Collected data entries
<<<<

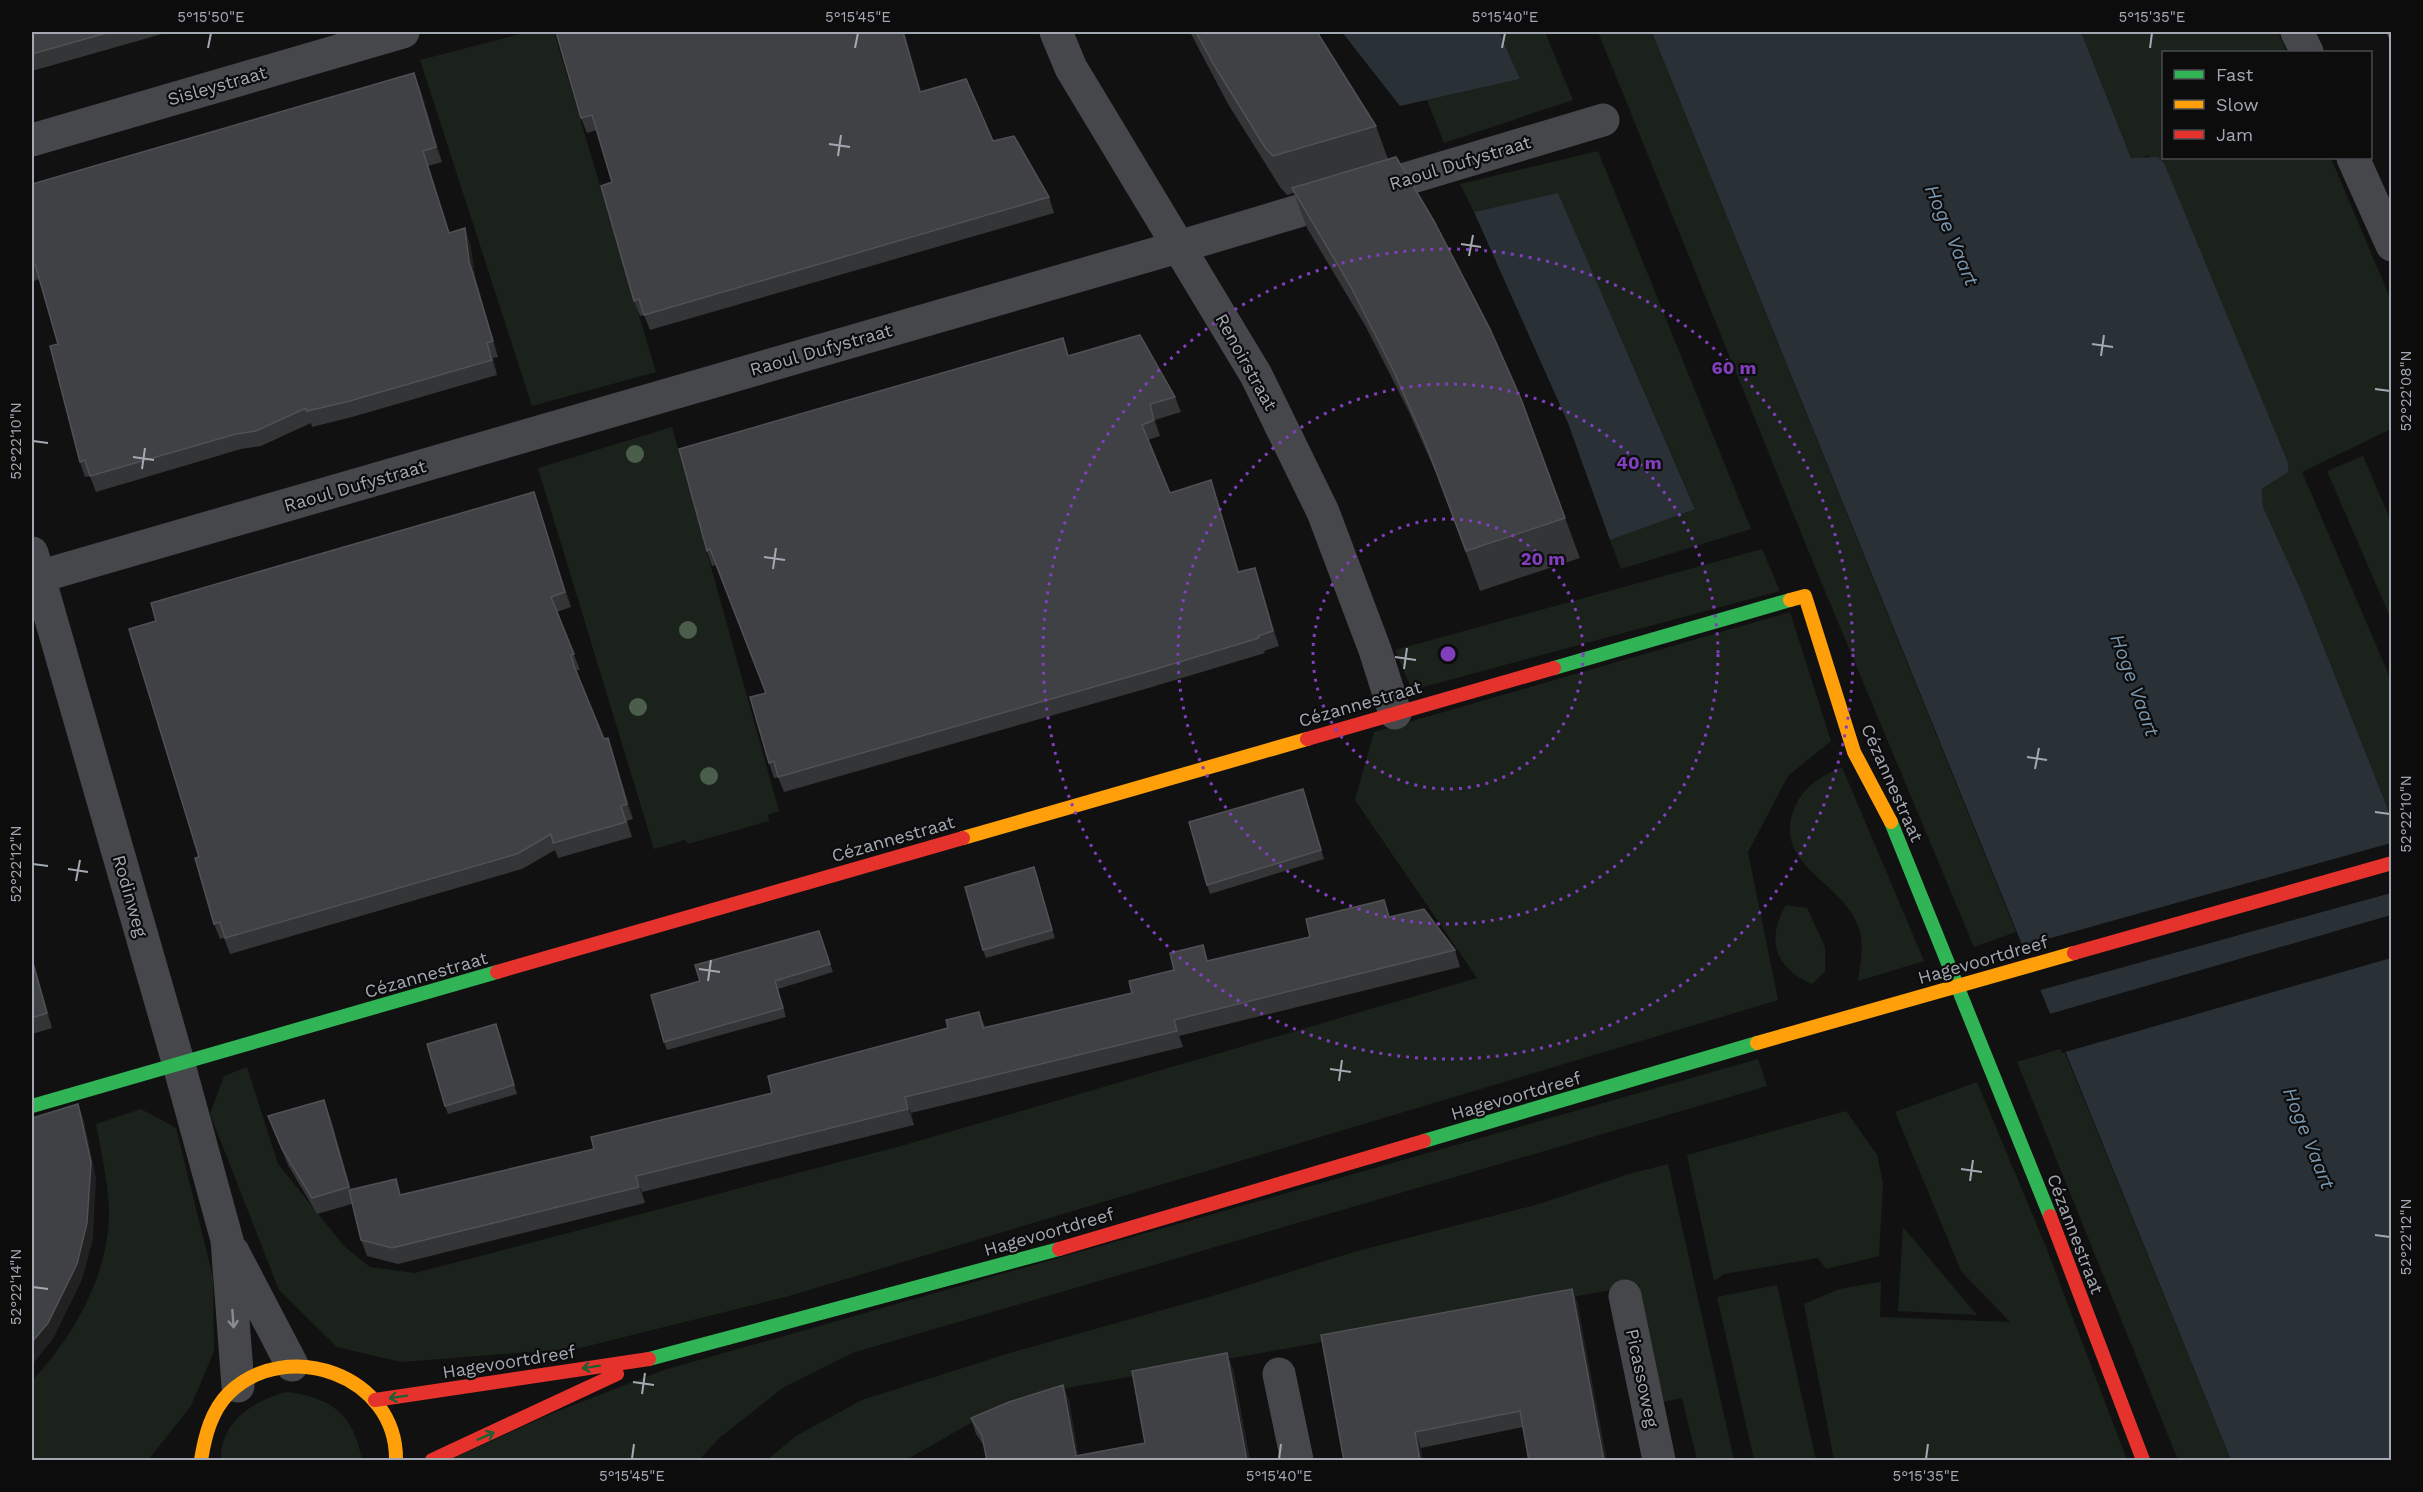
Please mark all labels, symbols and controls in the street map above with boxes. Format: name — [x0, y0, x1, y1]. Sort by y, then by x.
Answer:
text: 5°15'50"E — [177, 8, 245, 26]
text: 5°15'45"E — [825, 8, 891, 26]
text: 5°15'40"E — [1472, 8, 1538, 26]
text: 5°15'35"E — [2119, 8, 2185, 26]
legend — [2162, 51, 2372, 159]
street label: Sisleystraat — [165, 61, 269, 110]
text: Fast — [2216, 64, 2254, 85]
text: Slow — [2216, 94, 2259, 115]
text: Jam — [2216, 124, 2253, 145]
street label: Raoul Dufystraat — [1387, 131, 1534, 194]
water label: Hoge Vaart — [1920, 181, 1984, 290]
street label: Renoirstraat — [1211, 310, 1282, 414]
street label: Raoul Dufystraat — [747, 319, 895, 380]
text: 52°22'08"N — [2397, 350, 2415, 432]
text: 60 m — [1712, 357, 1756, 378]
text: 52°22'10"N — [7, 402, 25, 480]
text: 40 m — [1616, 452, 1662, 473]
street label: Raoul Dufystraat — [281, 455, 429, 516]
text: 20 m — [1521, 548, 1565, 569]
water label: Hoge Vaart — [2105, 630, 2165, 740]
centre of rings — [1438, 644, 1458, 664]
street label: Cézannestraat — [1296, 676, 1424, 731]
street label: Cézannestraat — [1857, 721, 1928, 845]
text: 52°22'10"N — [2397, 775, 2415, 853]
street label: Cézannestraat — [829, 811, 957, 866]
text: 52°22'12"N — [7, 825, 25, 903]
street label: Rodinweg — [109, 852, 152, 940]
street label: Hagevoortdreef — [1915, 931, 2050, 988]
street label: Cézannestraat — [362, 947, 490, 1002]
street label: Hagevoortdreef — [1448, 1067, 1583, 1124]
water label: Hoge Vaart — [2278, 1084, 2341, 1193]
street label: Cézannestraat — [2043, 1171, 2108, 1297]
text: 52°22'12"N — [2397, 1198, 2415, 1276]
street label: Hagevoortdreef — [981, 1203, 1116, 1260]
text: 52°22'14"N — [7, 1249, 25, 1325]
one-way arrow — [227, 1309, 238, 1329]
street label: Picassoweg — [1622, 1327, 1663, 1430]
street label: Hagevoortdreef — [441, 1341, 577, 1382]
one-way arrow — [581, 1362, 601, 1373]
one-way arrow — [389, 1391, 408, 1402]
one-way arrow — [476, 1430, 494, 1442]
text: 5°15'45"E — [599, 1467, 665, 1485]
text: 5°15'40"E — [1246, 1467, 1312, 1485]
text: 5°15'35"E — [1893, 1467, 1959, 1485]

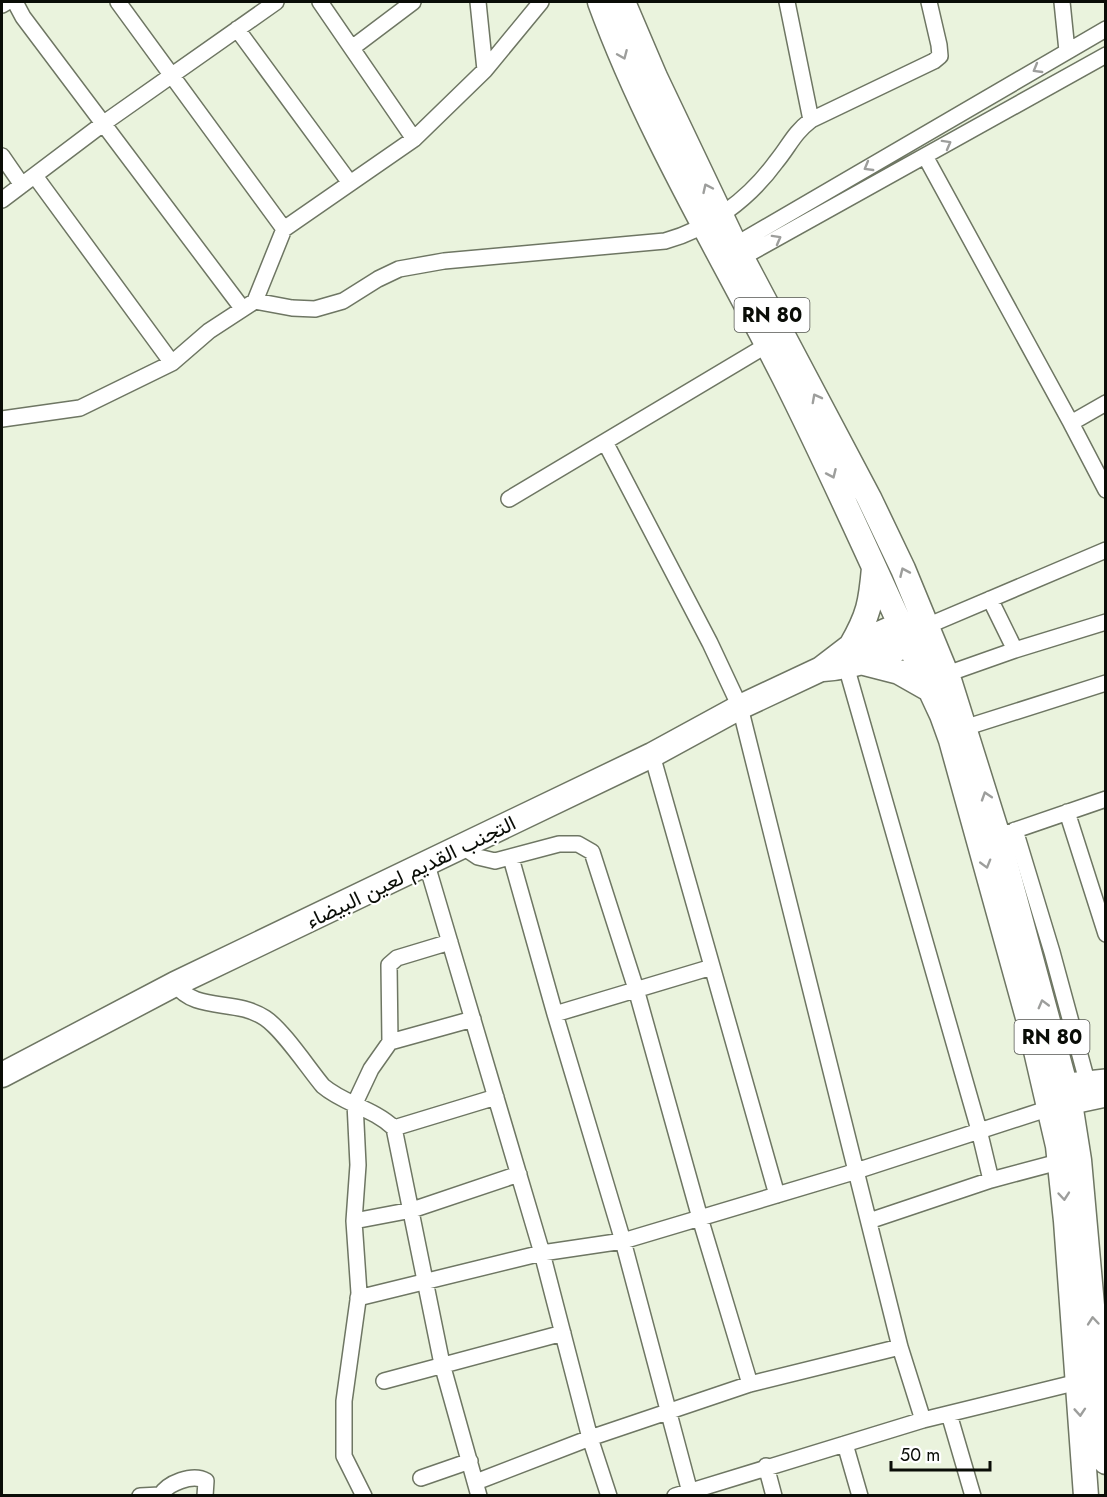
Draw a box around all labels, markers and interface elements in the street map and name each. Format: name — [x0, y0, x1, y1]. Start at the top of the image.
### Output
one-way arrow — [616, 49, 628, 60]
one-way arrow — [1033, 61, 1043, 73]
one-way arrow — [941, 139, 951, 151]
one-way arrow — [864, 160, 874, 171]
one-way arrow — [703, 183, 715, 194]
one-way arrow — [770, 235, 781, 246]
road number: RN 80 — [734, 298, 810, 332]
one-way arrow — [812, 394, 823, 404]
one-way arrow — [825, 468, 837, 479]
one-way arrow — [899, 567, 911, 578]
one-way arrow — [980, 791, 993, 802]
street label: التجنب القديم لعين البيضاء — [301, 808, 521, 936]
one-way arrow — [979, 859, 992, 869]
one-way arrow — [1038, 1000, 1051, 1010]
road number: RN 80 — [1014, 1020, 1090, 1054]
one-way arrow — [1057, 1192, 1070, 1201]
one-way arrow — [1087, 1316, 1100, 1325]
one-way arrow — [1074, 1407, 1087, 1416]
scale bar — [891, 1434, 990, 1472]
text: 50 m — [900, 1442, 940, 1468]

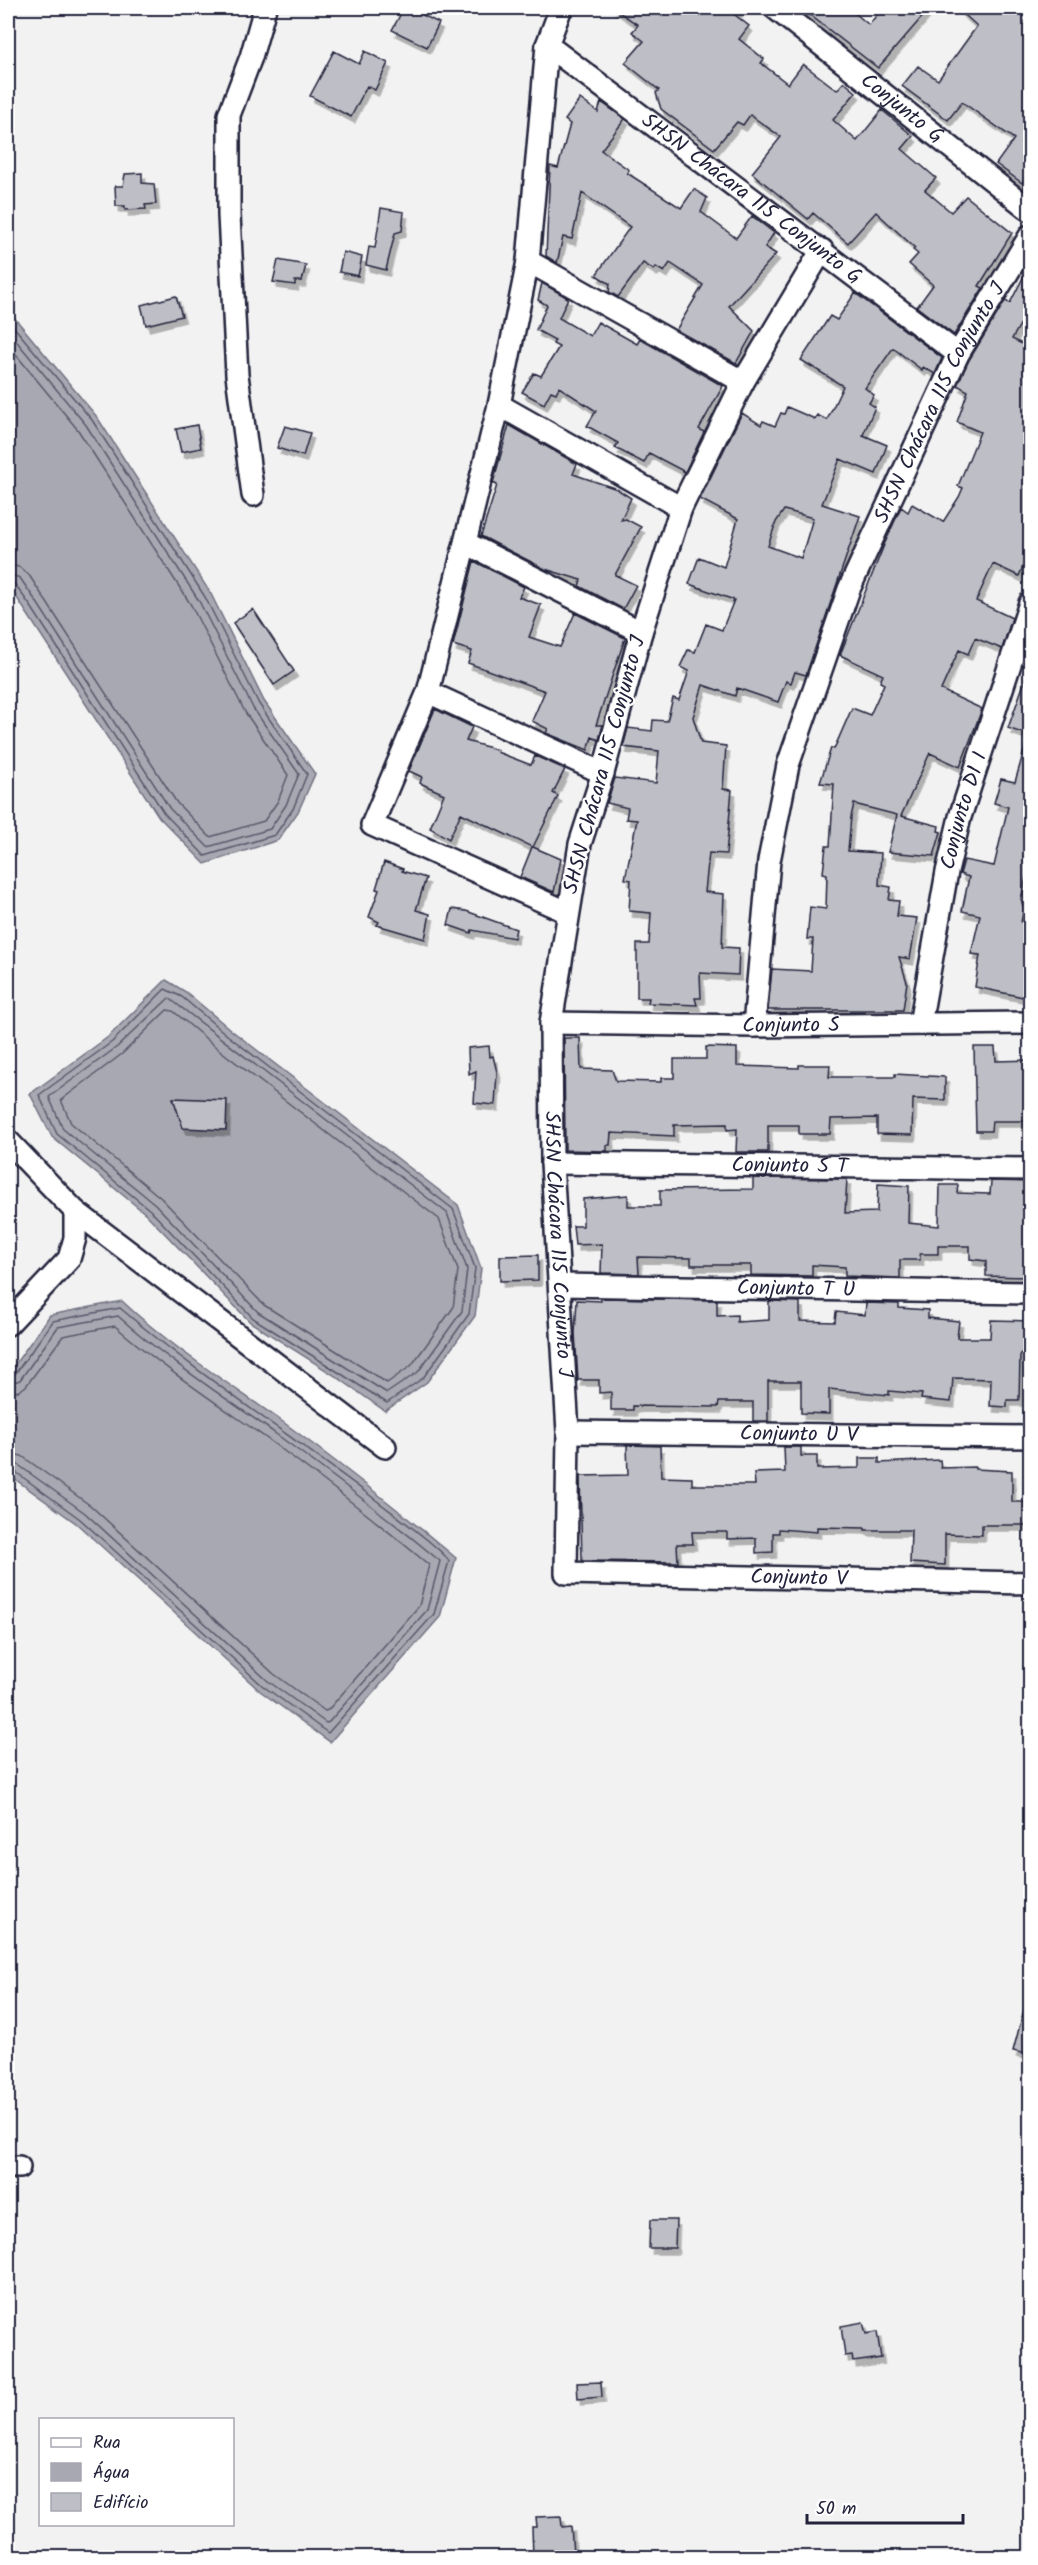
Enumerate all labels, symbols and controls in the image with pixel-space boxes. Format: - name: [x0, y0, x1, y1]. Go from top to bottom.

>>>>

#### [Activity]
Report how many lines in the entries hold the string "with". Nothing but the number is wanted.

#### [Output of the task]
2